Das knallt! Rot ist nicht nur intensiv, es steht auch für das Feuer, das kochende Blut, den Kampf, Kraft, Virilität, Liebe und Leidenschaft. Und es wirkt gleichermaßen abschreckend und anziehend. Oder mit anderen Worten: An dieser Farbe kommt man nicht vorbei. Aber warum ist das eigentlich so?
Was macht Rot so beeindruckend? - der Schnellcheck
Tatsächlich gibt es verschiedene Gründe, warum man sich von Rot im wahrsten Sinne des Wortes so geflasht fühlt.
- Zum einen wirkt es kreislauf-, stoffwechsel-, immunsystem- und appetitanregend. Und das sowohl im kulinarischen als auch im erotischen Rahmen.
- Und, was ebenfalls spannend ist: 2015 konnten Wissenschaftler*innen der Universität Regensburg nachweisen, dass rote Objekte Menschen eher in der Erinnerung bleiben als etwa grüne.
Vielleicht aber auch keine Überraschung, da es sich bei Rot um eine der als ersten benannten Farben handelt – man denke an das indogermanische „rudh“, die Bezeichnung für Blut … und da ist bei Rot wirklich die Bezeichnung Programm!
Was muss man aus evolutionsbiologischer Perspektive über diese Farbe wissen?

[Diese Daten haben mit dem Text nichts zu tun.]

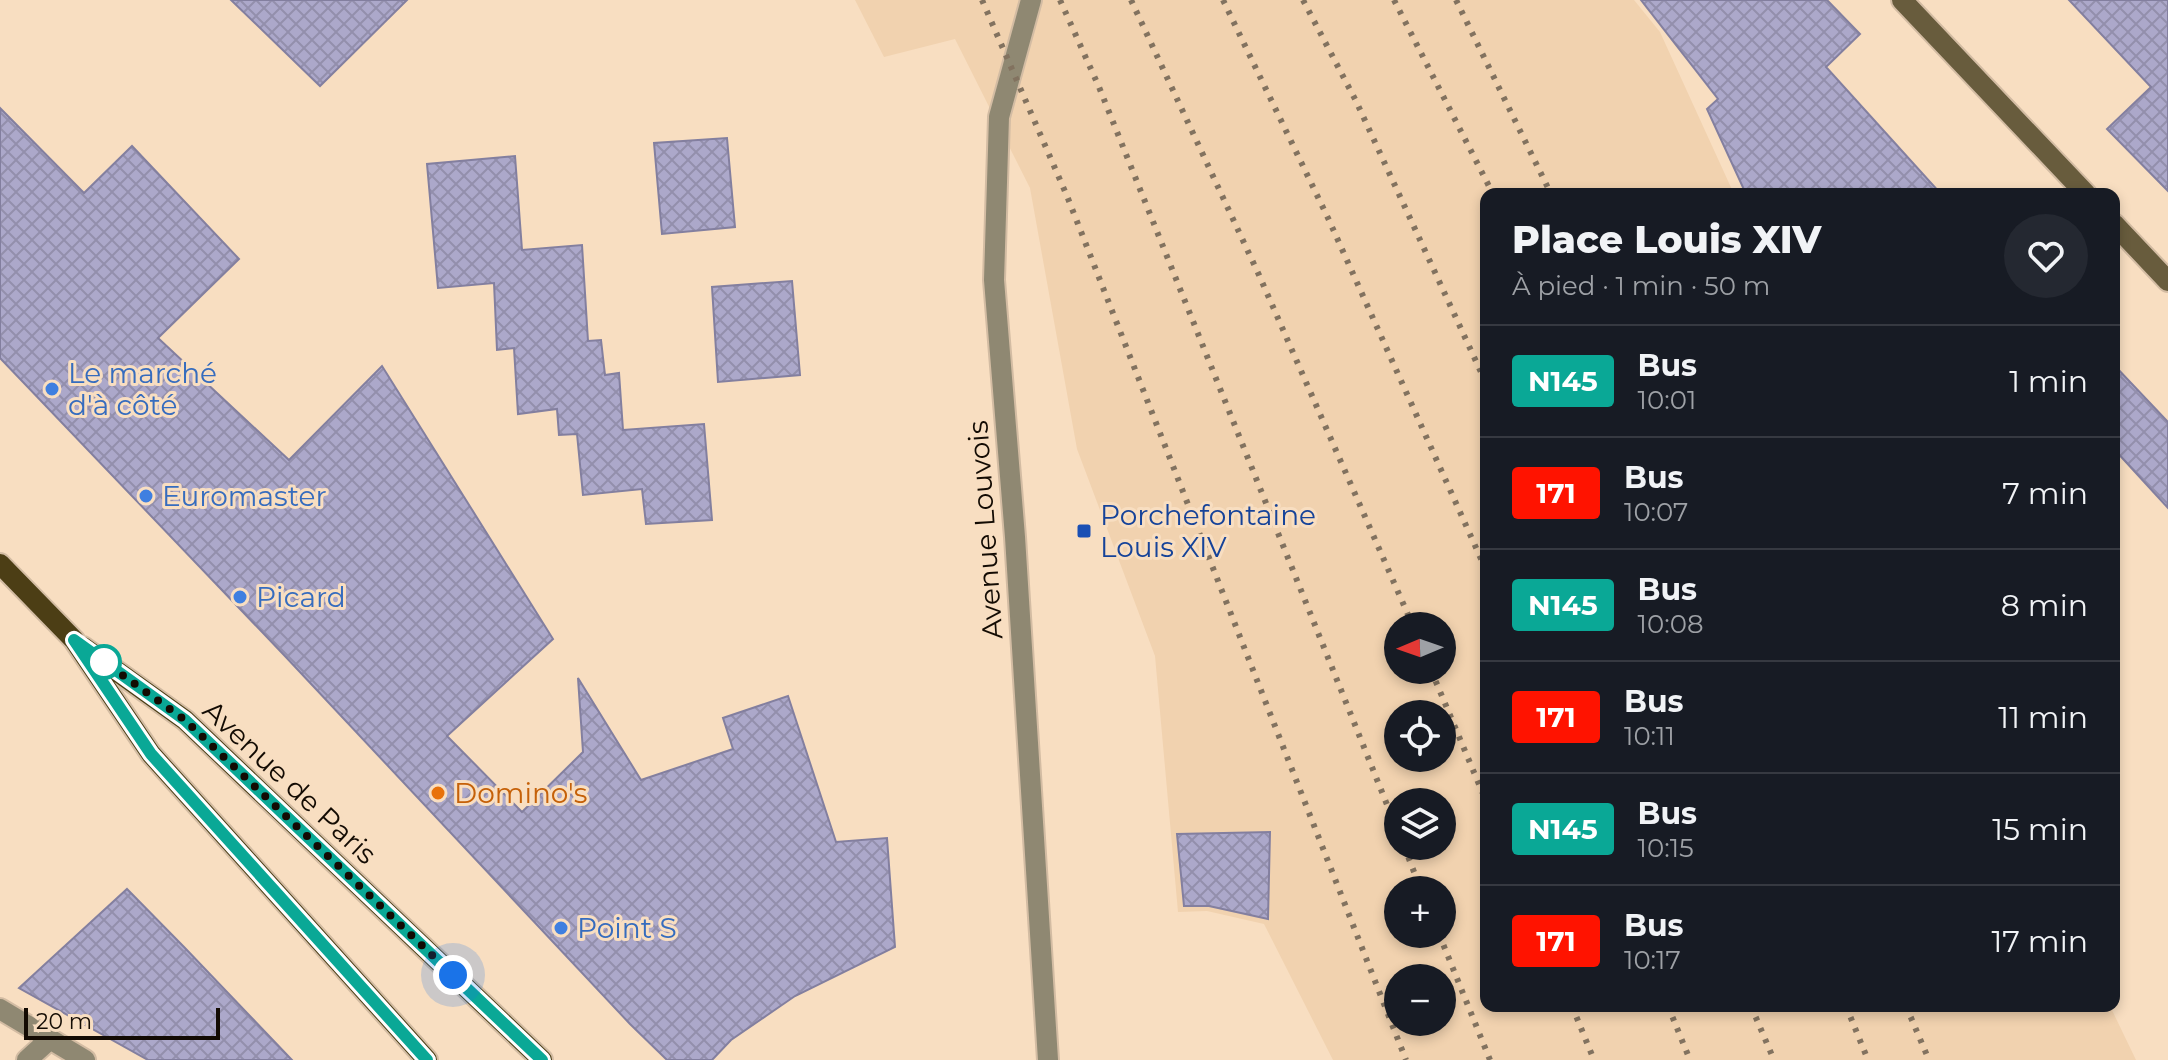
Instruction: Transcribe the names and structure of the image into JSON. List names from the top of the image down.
{
  "streets": {
    "main road": ["Avenue de Paris"],
    "street": ["Avenue Louvois"]
  },
  "places": {
    "other": [
      "Le marché d'à côté",
      "Euromaster",
      "Picard",
      "Domino's",
      "Point S"
    ],
    "transit": ["Porchefontaine Louis XIV"]
  },
  "lines": ["bus line N145"],
  "scale_bar": "20 m",
  "north": "left",
  "page": {
    "heading": ["Place Louis XIV", "À pied · 1 min · 50 m"],
    "list": [
      {
        "mark": "N145",
        "name": "Bus",
        "note": "10:01",
        "value": "1 min"
      },
      {
        "mark": "171",
        "name": "Bus",
        "note": "10:07",
        "value": "7 min"
      },
      {
        "mark": "N145",
        "name": "Bus",
        "note": "10:08",
        "value": "8 min"
      },
      {
        "mark": "171",
        "name": "Bus",
        "note": "10:11",
        "value": "11 min"
      },
      {
        "mark": "N145",
        "name": "Bus",
        "note": "10:15",
        "value": "15 min"
      },
      {
        "mark": "171",
        "name": "Bus",
        "note": "10:17",
        "value": "17 min"
      }
    ],
    "map_buttons": ["+", "−"],
    "scale": "20 m"
  }
}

Im Tierreich (und auch in vielen menschlichen Zusammenhängen) nimmt man Rot als Farbe einer gesteigerten Aggressivität, aber auch der Virilität wahr. Stichworte Genitalien der Makaken- oder Schimpansenweibchen, die durch ihre deutlich erkennbare rote Farbe die Paarungsbereitschaft der Tiere anzeigen. Grund dafür ist die in dieser Phase verstärkte Östrogen-Ausschüttung und der damit verbundene stärkere Blutfluss im Intimbereich. Besonders interessant dabei: Auch bei Frauen kommt es im Zusammenhang mit einer stärkeren Erregung zu einer besseren Durchblutung des Dekolletés und der Wangen, wobei ein
rotes Kleid eine optisch-modische Anlehnung an genau diese Tatsache zustande bringt.
Und was ist mit den Männern? Auch dort gibt es Anlehnungen an die Tierwelt; zumindest legen das die Untersuchungen der Verhaltensbiologin Sarah Pryke von der Macquarie University in Sydney an Prachtfinken nahe. Sie setzte Prachtfinken mit blauen, schwarzen und roten Schopffedern in einen Käfig, in dem ein Futterautomat platziert war. Aber statt sich um das Futter zu streiten, machten die blau- und schwarzbeschopften Vögeln den rotbeschopften stets Platz. Ein Ergebnis, das sich gewissermaßen auch auf
rote Hemden für Männer beim Sport übertragen lässt. Denn auch hierbei erwiesen Forschungen, dass man(n) denkt, dass derjenige, der in Rot spielt, aggressiver und besser sei …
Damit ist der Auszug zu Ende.